City hopes to see clarity in property tax bills; officials OK head start in 2013 budget process


As talk over the 2013 budget continues, Mount Pleasant officials say they hope state tax legislation that could bruise the city’s revenue is clarified sooner rather than later.

Last week lawmakers introduced legislation to the state Senate with the aim to substantially reduce personal property taxes on multiple levels for businesses across Michigan. On Monday, city commissioners joined several other area government agencies and approved a resolution opposing such a cutback of local revenues.

Mount Pleasant Finance Director Nancy Ridley said the legislation could affect the city in a few major ways, though some uncertainty surrounds the cut to taxes as proposed, such as whether they’ll be adjusted and when they’d be implemented.

Total Impact • The legislation's aim is to eventually phase out all personal property taxes, which would cost Mount Pleasant $600,000 annually, or 7 percent of its revenue. • If Mount Pleasant wanted to make up that loss in revenue locally, it would have to increase the millage rate by 1.5 mils. • Currently, that rate is just below 16 mills. The city can raise it up to 20 mills without voters' approval.

“Obviously these are just proposals, so until something passes we don’t know for sure,” she said. “But at least from what I read the most immediate impact to the city is the one that talks about if a business has personal property (machinery and equipment) that is of a value of $40,000 or below that they are exempt from paying.”

And that exemption would, based on the proposals now in legislators’ hands, take affect in 2013.

Ridley said there are about 1,100 business in Mount Pleasant that pay personal property taxes, and of those, about 900 fall at the $40,000 or below value. The annual loss in revenue with so many businesses exempted, she said, would be 1 percent of the city’s general fund.

“It sounds insignificant,” she said, “but $110,000 is a lot of money.”

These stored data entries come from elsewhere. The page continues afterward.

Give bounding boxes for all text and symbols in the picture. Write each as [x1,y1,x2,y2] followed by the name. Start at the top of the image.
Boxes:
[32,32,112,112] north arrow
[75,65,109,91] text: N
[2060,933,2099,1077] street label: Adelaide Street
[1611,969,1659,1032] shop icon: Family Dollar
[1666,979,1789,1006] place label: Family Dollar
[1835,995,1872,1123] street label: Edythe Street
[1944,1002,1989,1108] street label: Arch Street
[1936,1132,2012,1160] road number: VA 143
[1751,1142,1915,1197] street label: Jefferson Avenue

Plans also would affect several local tax capturing authorities, Ridley said, but the exact impact she hasn’t “been able to quantify quite yet.” There are also elements targeting a phase out for industrial tax payers, which she said would be a $170,000 loss a year.

Needing replacement revenue

At Monday’s City Commission meeting, City Manager Kathie Grinzinger recapped on the plight the city has seen financially before commissioners adopted the resolution.

She recounted the fall in state-shared revenue, as well as the loss of property value at large.

“And this doesn’t appear to be the end,” she said.

City Commissioner Jim Holton wore his “two hats” to Monday’s meeting — one being a city official and the other a local business owner.

He spoke to his experience in how bad the personal property tax is for business, calling it a “cobbled mess.” Along with other commissioners, he said the solution exists in the state’s finding a source of replacement revenue — something the proposal alleges will come in 2016, though local agencies would have to meet certain criteria to be eligible for.

“I want that tax eliminated,” Holton said. “But I also want to find a guarantee that those tax credits we’re giving away — I would say frivolously away — those items need to come back to the municipalities.”

Last week, Vice Mayor Kathy Ling joined other government leaders from across the state in Lansing to advocate for local governments’ concerns.

On Wednesday, she said the current list of proposed bills doesn’t provide any assurance to local government that money will be replaced, even factoring in the 2016 set up.

“The personal property tax has been one of the stable reliable sources of revenue for local government,” she said. “We’ve already taken so many hits because of the loss of property value and the change in revenue sharing, which has lopped off at least a third of what was a source of revenue cities could rely on.”

During a Monday work session, Ridley presented on next year’s budget to city commissioners, eventually getting their go-ahead to begin the budgeting process so soon in the calendar year.

Now city officials will move forward on two assumptions — that the city’s near-16 millage rate and current level of services would remain steady and they would fill any financial gaps with surplus or rain day funds. As this occurs, she said they’ll have to keep a close eye on how this property tax legislation evolves, if at all.

But the city is already looking into developing an income tax and expects a feasibility study to be completed in August.

Ridley told commissioners Monday that, if sought, an income tax could be put before voters in May or August in 2013 and, if approved, implemented the following January.